Interests of Concern and Development

My main opposition to this book, and many others like it, is that it falls for a particular error in understanding computational sciences. In particular, this book makes the argument that computational description or prediction is or is causally connected to data colonialist projects. While, certainly, data colonialism as described here requires computational description or prediction to exist, the other direction is not necessarily a fair criticism. Works like Data Feminism 1 are uniquely positioned to provide actionable counterarguments. This does not undermine the point of the book, however. It simply means that more nuance is required to explain what kinds of computation actively or potentially provide tools for data colonialism. There are some very clear examples of what does actively harm the social in respect to this book’s arguments. Civility research, an area of digital communication, is actively attempting to provide tools for social policing. Platform moderation techniques are an area of social management, and also are tools formed to provide capitalists with data which conforms to these platforms’ view of good and bad. However, that does not convince me that social network analysis which describes, for example, a structural understanding of communicative flows across Twitter are actively harming or “hollowing out” the social so much as the social metaphysics implied in computational interpretation might. That is, often it is not the computation itself that is actively contributing to developing tools of colonialism.

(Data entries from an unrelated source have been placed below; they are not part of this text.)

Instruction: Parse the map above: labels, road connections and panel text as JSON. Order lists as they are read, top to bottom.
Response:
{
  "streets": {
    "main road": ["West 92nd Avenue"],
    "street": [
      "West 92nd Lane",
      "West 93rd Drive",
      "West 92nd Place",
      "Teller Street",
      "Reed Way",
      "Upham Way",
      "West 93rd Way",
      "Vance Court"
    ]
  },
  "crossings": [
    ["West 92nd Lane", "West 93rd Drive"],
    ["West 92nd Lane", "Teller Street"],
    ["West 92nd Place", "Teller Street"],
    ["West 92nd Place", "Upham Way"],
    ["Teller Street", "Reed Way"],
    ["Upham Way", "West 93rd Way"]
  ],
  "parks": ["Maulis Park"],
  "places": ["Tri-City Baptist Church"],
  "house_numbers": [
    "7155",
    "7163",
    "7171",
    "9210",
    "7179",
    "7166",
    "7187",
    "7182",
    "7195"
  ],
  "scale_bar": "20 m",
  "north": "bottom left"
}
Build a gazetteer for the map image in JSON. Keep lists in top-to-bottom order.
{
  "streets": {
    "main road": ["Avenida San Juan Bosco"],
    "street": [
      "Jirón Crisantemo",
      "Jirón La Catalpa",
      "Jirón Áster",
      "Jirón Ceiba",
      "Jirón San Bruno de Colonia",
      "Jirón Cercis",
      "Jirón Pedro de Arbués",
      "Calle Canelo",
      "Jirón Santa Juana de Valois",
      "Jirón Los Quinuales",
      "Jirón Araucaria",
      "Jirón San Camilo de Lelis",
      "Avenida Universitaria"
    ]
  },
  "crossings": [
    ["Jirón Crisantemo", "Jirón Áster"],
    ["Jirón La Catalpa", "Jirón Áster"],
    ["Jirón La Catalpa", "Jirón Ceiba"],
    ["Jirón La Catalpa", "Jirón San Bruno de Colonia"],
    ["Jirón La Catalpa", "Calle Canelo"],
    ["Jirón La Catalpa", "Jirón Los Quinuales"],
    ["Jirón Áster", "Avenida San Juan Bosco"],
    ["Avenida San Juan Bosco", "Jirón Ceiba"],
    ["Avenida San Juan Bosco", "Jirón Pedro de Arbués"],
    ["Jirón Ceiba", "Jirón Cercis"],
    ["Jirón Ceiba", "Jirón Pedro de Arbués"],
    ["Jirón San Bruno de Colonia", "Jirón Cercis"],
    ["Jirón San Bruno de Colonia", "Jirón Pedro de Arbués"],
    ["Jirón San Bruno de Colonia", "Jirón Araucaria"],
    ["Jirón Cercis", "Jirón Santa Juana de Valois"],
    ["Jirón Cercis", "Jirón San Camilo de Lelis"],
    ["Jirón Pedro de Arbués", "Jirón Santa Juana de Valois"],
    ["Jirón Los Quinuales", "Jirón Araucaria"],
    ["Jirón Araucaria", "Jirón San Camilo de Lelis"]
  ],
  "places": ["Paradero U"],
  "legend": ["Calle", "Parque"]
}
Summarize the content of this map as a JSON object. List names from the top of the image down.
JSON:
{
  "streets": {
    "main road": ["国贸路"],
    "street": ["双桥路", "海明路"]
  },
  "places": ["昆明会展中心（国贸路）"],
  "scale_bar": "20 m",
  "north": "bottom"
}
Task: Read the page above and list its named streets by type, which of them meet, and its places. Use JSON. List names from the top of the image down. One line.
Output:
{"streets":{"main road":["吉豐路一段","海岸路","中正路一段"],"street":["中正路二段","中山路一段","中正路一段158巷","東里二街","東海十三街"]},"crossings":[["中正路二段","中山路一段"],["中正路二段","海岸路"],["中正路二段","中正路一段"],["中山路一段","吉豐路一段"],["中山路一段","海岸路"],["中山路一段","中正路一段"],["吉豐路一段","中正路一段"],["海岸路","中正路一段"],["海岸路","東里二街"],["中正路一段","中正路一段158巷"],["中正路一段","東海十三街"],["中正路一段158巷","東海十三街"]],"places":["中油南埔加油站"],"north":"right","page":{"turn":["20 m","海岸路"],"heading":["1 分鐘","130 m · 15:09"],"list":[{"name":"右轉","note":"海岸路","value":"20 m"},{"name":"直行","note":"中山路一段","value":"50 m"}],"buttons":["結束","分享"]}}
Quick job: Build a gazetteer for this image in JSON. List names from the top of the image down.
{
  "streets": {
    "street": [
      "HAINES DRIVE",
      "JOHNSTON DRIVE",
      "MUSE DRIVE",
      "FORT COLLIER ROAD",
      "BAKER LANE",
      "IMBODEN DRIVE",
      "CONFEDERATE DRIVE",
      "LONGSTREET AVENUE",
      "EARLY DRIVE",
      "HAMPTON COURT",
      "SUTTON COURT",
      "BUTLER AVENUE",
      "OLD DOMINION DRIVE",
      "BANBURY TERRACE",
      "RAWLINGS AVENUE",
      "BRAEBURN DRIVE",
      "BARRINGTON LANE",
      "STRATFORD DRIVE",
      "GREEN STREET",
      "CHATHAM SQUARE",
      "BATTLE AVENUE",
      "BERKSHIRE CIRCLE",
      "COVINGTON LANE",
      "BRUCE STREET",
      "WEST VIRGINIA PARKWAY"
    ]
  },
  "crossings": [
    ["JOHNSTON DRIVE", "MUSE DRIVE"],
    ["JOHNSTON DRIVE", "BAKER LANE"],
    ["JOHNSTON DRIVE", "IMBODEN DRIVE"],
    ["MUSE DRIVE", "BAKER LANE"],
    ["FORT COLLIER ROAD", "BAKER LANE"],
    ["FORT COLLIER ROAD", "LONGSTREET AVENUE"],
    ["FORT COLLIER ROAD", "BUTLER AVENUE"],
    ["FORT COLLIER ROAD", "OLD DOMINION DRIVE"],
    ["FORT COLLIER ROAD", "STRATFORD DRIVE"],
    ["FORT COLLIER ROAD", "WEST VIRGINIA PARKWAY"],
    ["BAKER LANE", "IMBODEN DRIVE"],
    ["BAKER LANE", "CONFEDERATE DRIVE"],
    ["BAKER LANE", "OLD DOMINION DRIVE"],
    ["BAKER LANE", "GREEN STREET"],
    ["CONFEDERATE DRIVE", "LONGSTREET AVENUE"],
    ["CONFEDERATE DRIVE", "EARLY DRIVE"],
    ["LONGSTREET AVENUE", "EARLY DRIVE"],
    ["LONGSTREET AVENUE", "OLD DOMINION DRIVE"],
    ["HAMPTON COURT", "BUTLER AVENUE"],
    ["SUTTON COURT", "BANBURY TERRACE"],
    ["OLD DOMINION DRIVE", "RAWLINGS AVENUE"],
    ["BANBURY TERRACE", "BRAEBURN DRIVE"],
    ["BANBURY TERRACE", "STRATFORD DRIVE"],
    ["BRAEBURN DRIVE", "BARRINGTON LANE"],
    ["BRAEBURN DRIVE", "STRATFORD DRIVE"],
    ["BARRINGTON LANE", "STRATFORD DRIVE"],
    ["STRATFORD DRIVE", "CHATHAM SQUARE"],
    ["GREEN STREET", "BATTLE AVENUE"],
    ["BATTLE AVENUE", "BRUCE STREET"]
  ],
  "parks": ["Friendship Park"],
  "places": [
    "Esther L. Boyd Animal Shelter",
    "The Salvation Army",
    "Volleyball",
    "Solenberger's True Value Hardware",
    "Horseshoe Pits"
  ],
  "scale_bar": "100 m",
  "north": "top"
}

That said, the data which the scientist uses arguably was in some way accessed through data extraction technics well within the critics of the authors, and should be a concern of consideration. However, I would argue the same thing is true of qualitative technics of interpreting history in the way that this book does. If data extraction is fundamentally problematic in that it steals society of its essential mechanisms for action outside of capital, qualitative data extraction which provides us with histories do precisely the same. The distinction between the qualitative and quantitative in this respect seems to me to be a false dichotomy. Predicting or describing people outside of the systems of culture in which they live is still data extraction regardless. In order to escape this counterpoint, I think this book has to concede that it is not data construction itself which is the problem but the systemic arrangements in which capitalism provides for the labor of producing data. I do not see this book as inconsistent with this counterpoint in many of its main points, but it does suggest otherwise in order to maintain a critical Marxist perspective.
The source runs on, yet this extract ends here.